*TO DO:*
Repeat the stretch of entries below from the line with "function label(font, color, halo, rows, align" through the line with "[4,265,310,2062]". Include both ends and add nothing.

Extracted data entries
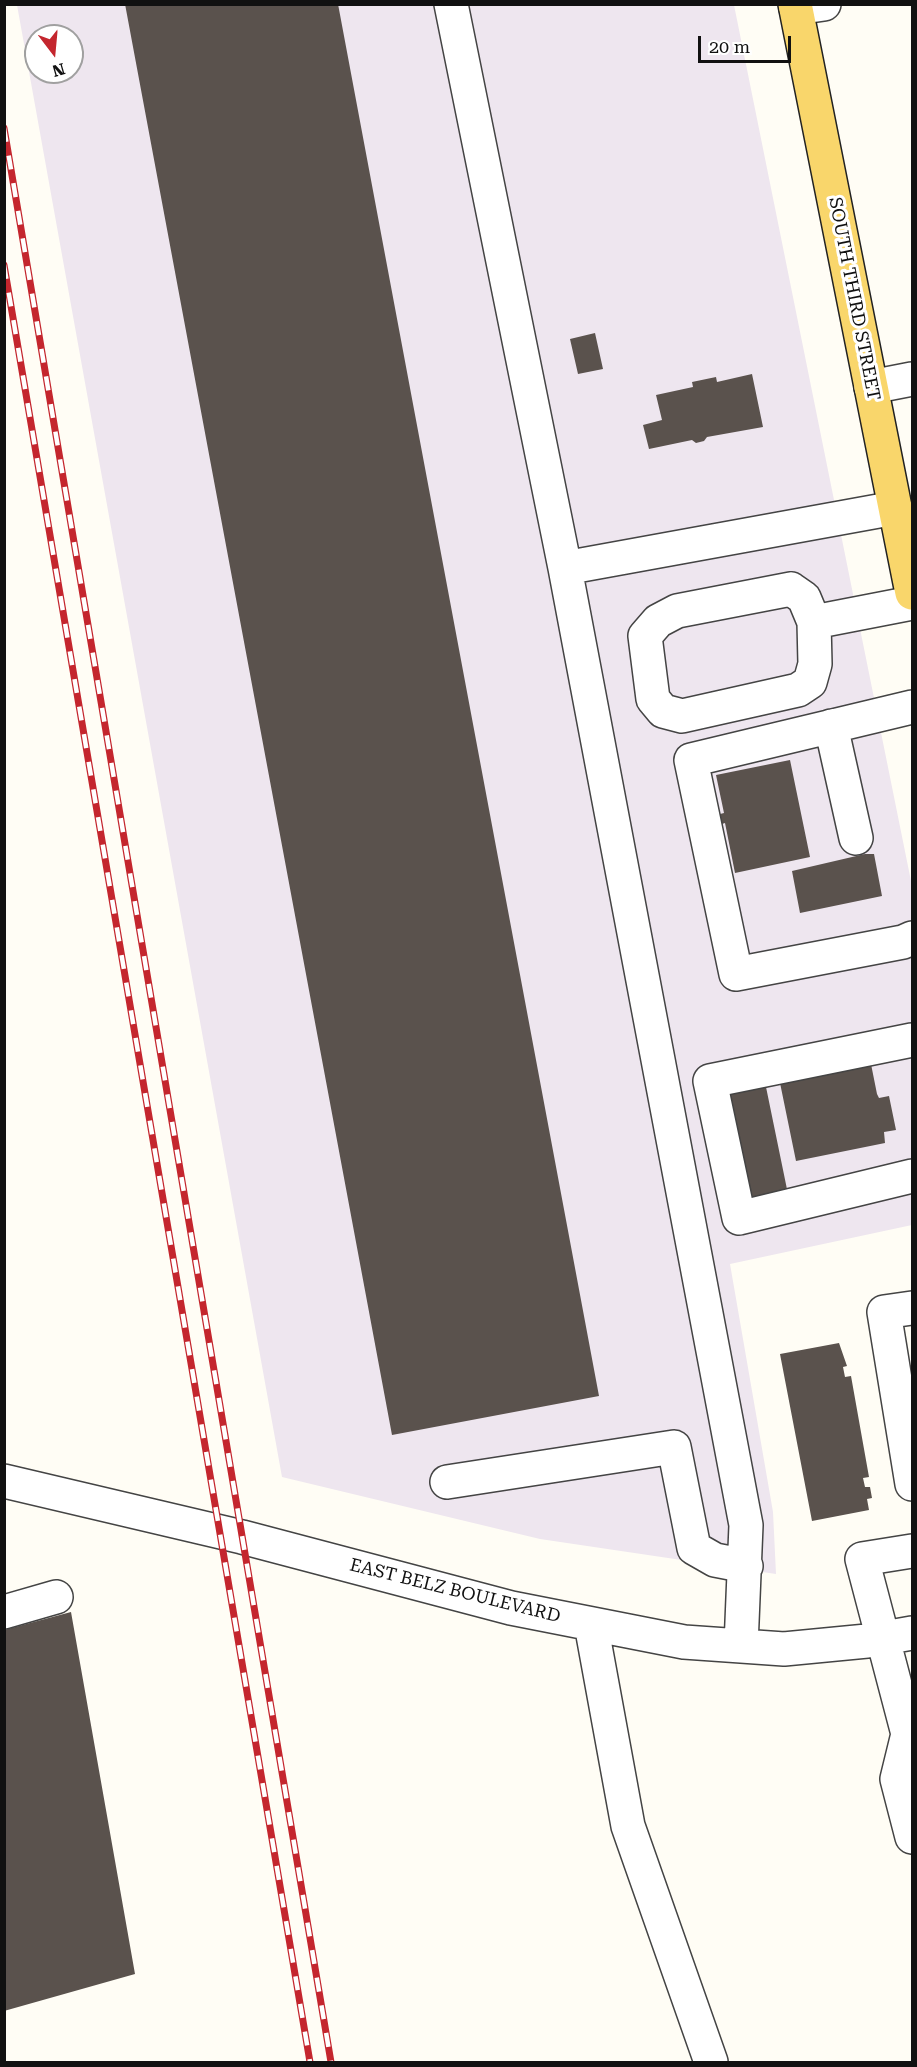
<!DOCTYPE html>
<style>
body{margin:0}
#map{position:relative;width:917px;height:2067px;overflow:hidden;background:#fffdf5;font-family:"Roboto Serif",serif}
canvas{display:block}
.frame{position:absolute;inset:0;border:6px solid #111;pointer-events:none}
.north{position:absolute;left:24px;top:24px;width:60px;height:60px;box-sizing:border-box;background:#fff;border:2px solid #a0a0a0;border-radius:50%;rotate:164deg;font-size:16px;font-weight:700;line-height:24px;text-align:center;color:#111}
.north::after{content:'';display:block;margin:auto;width:21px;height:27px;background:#c4262e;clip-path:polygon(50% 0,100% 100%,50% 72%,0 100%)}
.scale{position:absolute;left:698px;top:36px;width:93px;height:27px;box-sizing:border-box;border:3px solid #111;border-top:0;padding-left:8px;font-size:18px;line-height:21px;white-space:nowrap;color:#111;-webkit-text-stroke:4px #fff;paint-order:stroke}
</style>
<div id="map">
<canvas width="917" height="2067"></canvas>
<div class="frame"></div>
<div class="north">N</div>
<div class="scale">20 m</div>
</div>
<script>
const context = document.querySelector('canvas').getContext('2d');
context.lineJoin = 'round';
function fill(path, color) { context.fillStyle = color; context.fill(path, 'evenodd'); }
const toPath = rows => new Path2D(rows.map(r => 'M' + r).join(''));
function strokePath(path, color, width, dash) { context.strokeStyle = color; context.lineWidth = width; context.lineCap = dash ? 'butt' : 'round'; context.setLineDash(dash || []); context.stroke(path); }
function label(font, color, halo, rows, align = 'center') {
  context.font = font + ' "Roboto Serif",serif'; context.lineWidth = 6; context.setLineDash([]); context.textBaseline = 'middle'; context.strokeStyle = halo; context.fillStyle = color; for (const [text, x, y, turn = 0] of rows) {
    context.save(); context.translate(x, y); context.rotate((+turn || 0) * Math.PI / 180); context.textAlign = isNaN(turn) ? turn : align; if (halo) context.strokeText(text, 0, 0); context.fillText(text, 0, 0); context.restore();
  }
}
fill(toPath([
 [17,5,734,5,912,886,912,1225,730,1264,773,1512,776,1574,540,1539,282,1477],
 [36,36,72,36,72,72,36,72]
]), '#eee6ef');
fill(toPath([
 [125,4,338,4,599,1396,392,1435],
 [595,333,603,369,578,374,570,339],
 [752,374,763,427,707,437,704,441,696,443,692,440,649,449,643,425,662,420,656,395,693,387,692,382,716,377,717,382],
 [790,760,810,857,735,873,725,823,722,824,720,814,724,813,716,775],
 [865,854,874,854,882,896,800,913,792,871],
 [870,1059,877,1094,879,1098,889,1096,896,1130,884,1132,885,1143,796,1161,779,1078],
 [766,1087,789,1199,746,1208,722,1095],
 [839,1343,847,1366,843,1367,845,1377,851,1376,869,1477,863,1478,865,1487,870,1487,872,1498,867,1499,869,1510,812,1521,780,1354],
 [71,1612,135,1974,4,2011,4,1630]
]), '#5a524d');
const minor = toPath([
 [451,4,565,568],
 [796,8,824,4],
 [871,387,912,379],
 [791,589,804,598,814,622,815,664,810,682,798,690,682,716,663,711,653,699,645,636,658,621,677,611,791,589],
 [814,622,912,603],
 [912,707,691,760,736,974,903,942,912,938],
 [831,726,856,838],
 [912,1040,710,1081,739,1218,912,1176],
 [912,1308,884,1312,912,1484],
 [4,1481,242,1537,511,1608,684,1642,784,1649,867,1641,912,1633],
 [447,1482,674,1447,694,1548,715,1560,746,1566],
 [912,1551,862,1559,908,1734,897,1779,912,1837],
 [4,1612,56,1597],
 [591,1624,628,1826,711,2062],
 [741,1646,746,1525,565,568,895,508]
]);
const major = toPath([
 [795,4,912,593]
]);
strokePath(minor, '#444', 36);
strokePath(major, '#222', 36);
strokePath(minor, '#fff', 33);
strokePath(major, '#f9d66b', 33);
const rail = toPath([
 [4,128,331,2062],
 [4,265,310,2062]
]);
strokePath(rail, '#c4262e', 7);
strokePath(rail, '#fff', 4.5, [14]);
label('18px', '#111', '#fff', [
 ["SOUTH THIRD STREET",854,299,79],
 ["EAST BELZ BOULEVARD",455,1591,14]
]);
</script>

*SOLUTION FOR THIS PROBLEM:*
function label(font, color, halo, rows, align = 'center') {
  context.font = font + ' "Roboto Serif",serif'; context.lineWidth = 6; context.setLineDash([]); context.textBaseline = 'middle'; context.strokeStyle = halo; context.fillStyle = color; for (const [text, x, y, turn = 0] of rows) {
    context.save(); context.translate(x, y); context.rotate((+turn || 0) * Math.PI / 180); context.textAlign = isNaN(turn) ? turn : align; if (halo) context.strokeText(text, 0, 0); context.fillText(text, 0, 0); context.restore();
  }
}
fill(toPath([
 [17,5,734,5,912,886,912,1225,730,1264,773,1512,776,1574,540,1539,282,1477],
 [36,36,72,36,72,72,36,72]
]), '#eee6ef');
fill(toPath([
 [125,4,338,4,599,1396,392,1435],
 [595,333,603,369,578,374,570,339],
 [752,374,763,427,707,437,704,441,696,443,692,440,649,449,643,425,662,420,656,395,693,387,692,382,716,377,717,382],
 [790,760,810,857,735,873,725,823,722,824,720,814,724,813,716,775],
 [865,854,874,854,882,896,800,913,792,871],
 [870,1059,877,1094,879,1098,889,1096,896,1130,884,1132,885,1143,796,1161,779,1078],
 [766,1087,789,1199,746,1208,722,1095],
 [839,1343,847,1366,843,1367,845,1377,851,1376,869,1477,863,1478,865,1487,870,1487,872,1498,867,1499,869,1510,812,1521,780,1354],
 [71,1612,135,1974,4,2011,4,1630]
]), '#5a524d');
const minor = toPath([
 [451,4,565,568],
 [796,8,824,4],
 [871,387,912,379],
 [791,589,804,598,814,622,815,664,810,682,798,690,682,716,663,711,653,699,645,636,658,621,677,611,791,589],
 [814,622,912,603],
 [912,707,691,760,736,974,903,942,912,938],
 [831,726,856,838],
 [912,1040,710,1081,739,1218,912,1176],
 [912,1308,884,1312,912,1484],
 [4,1481,242,1537,511,1608,684,1642,784,1649,867,1641,912,1633],
 [447,1482,674,1447,694,1548,715,1560,746,1566],
 [912,1551,862,1559,908,1734,897,1779,912,1837],
 [4,1612,56,1597],
 [591,1624,628,1826,711,2062],
 [741,1646,746,1525,565,568,895,508]
]);
const major = toPath([
 [795,4,912,593]
]);
strokePath(minor, '#444', 36);
strokePath(major, '#222', 36);
strokePath(minor, '#fff', 33);
strokePath(major, '#f9d66b', 33);
const rail = toPath([
 [4,128,331,2062],
 [4,265,310,2062]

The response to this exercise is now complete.